When it comes to my friends...whoa...Talk about protective. I was at a party and a dude who was being a prick came out and called an openly gay classmate a "******." (he knew what he was doing was wrong) I came around the corner with arms raised ready to put his head into the coffee table. Which one of my friends had to stop me and tell me to go cool off. Which reminds me of another thing. ENFP males, do they hold grudges in some ways? Ill forgive easily, but I dont forget for months. Especially if its a personal attack on me or someone else.

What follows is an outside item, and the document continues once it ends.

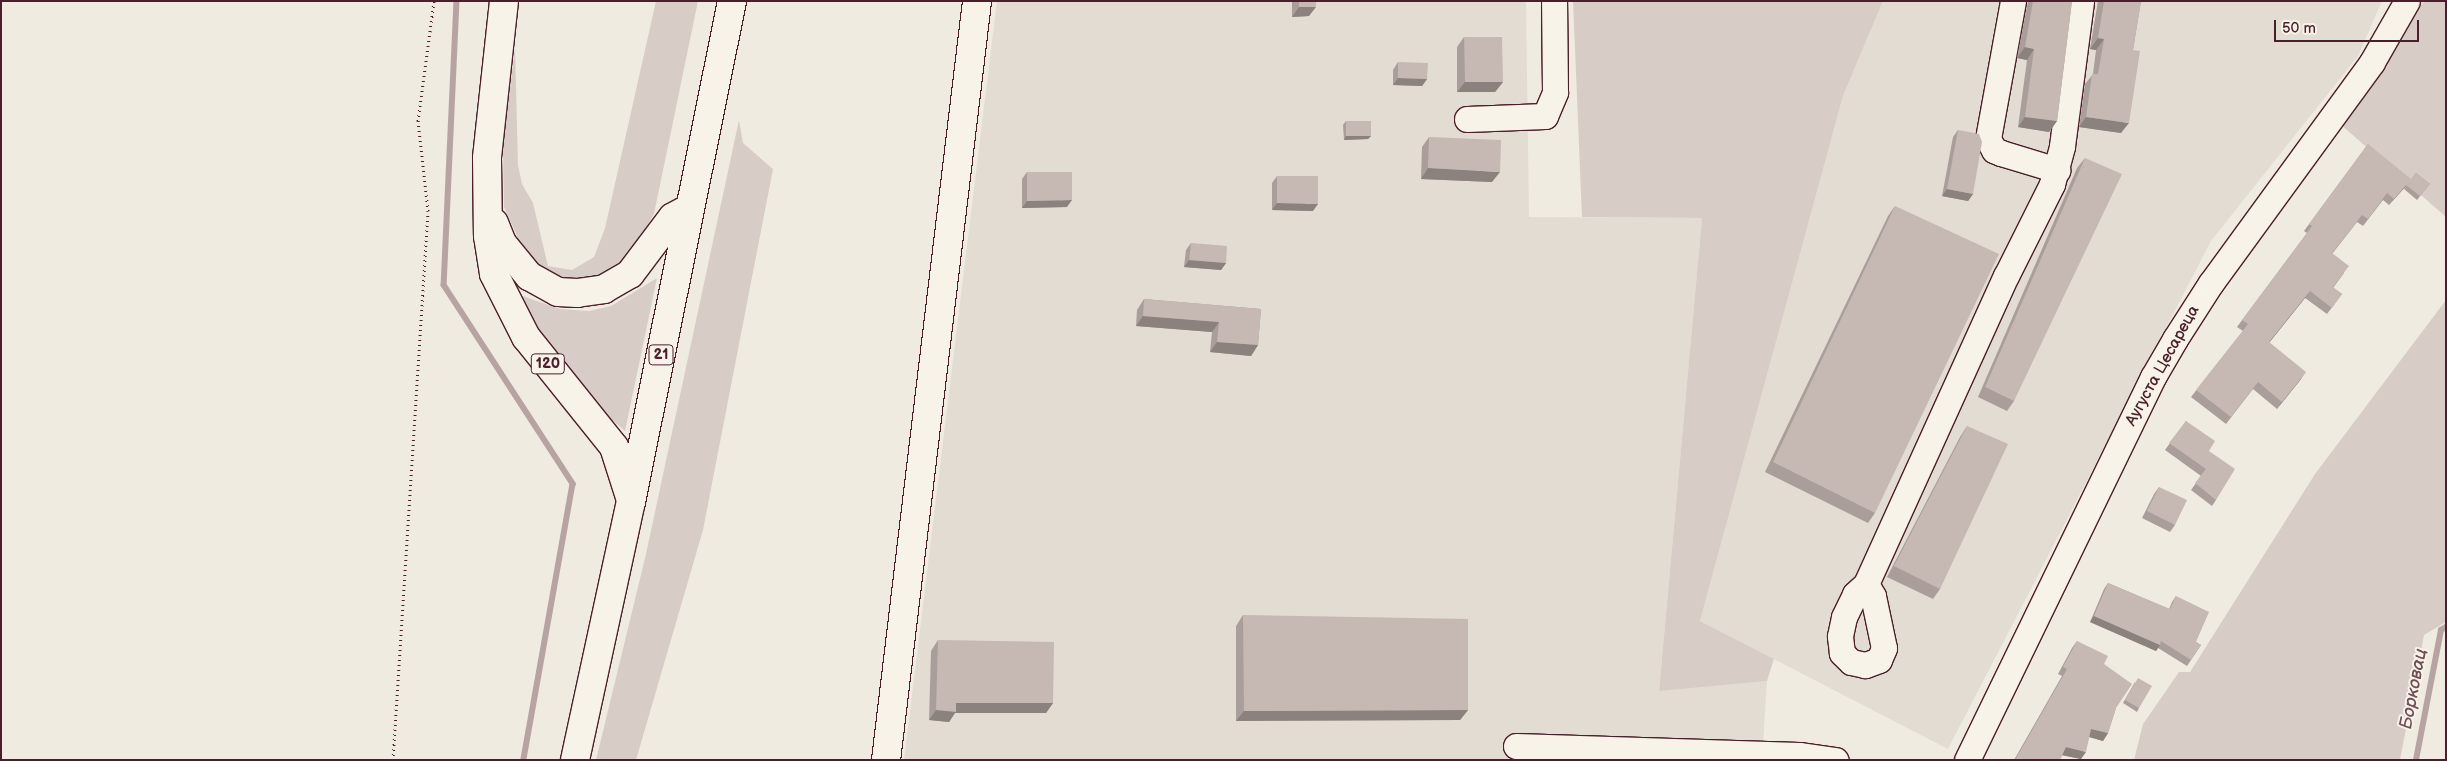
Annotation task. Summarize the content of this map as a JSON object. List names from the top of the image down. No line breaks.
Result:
{"streets":{"main road":["21","120"],"street":["Аугуста Цесареца"]},"crossings":[["21","120"]],"water":["Борковац"],"scale_bar":"50 m"}
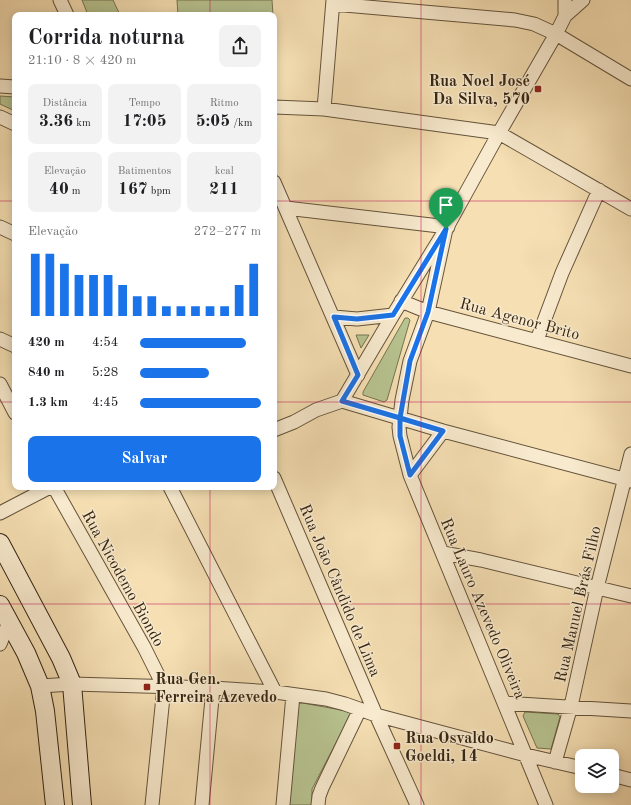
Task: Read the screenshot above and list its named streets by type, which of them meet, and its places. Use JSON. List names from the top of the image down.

When it comes to relationships, I have had girlfriends. two. Women do seem to be drawn towards me (which leaves other men asking "How do you do it?" and I have no idea) But I cant imagine an LTR with MOST women. "Too needy, Too vain, Too...is that a knife in her purse O_O?!" Im extremely picky and will know when I find her. That does not say I have crushes haha. When I crush, I crush HAAAARD. Its like a chick flick! LOL. I have the puppy dog eyes and im trying to run into the girl when I can (without seeming like a creeper.) I think about her all day and daydream. Its so obvious. Once I pick up the courage to ask her to get coffee usually Its akward or its dead on. Awkward version= "Hey, wanna go get some coffee? I mean, If you like Coffee...or tea....or soda."" and im thinking "Ive already said too much." lol. I think it sounds awful, but typically (and too my luck) they get a kick out of it. So its win/win.
Anyway, there's my rant (hopefully it wasnt too painful) Anything sound super ENFP like? Or does it all haha? Are their any other ENFP males that have the same traits? or am I loner?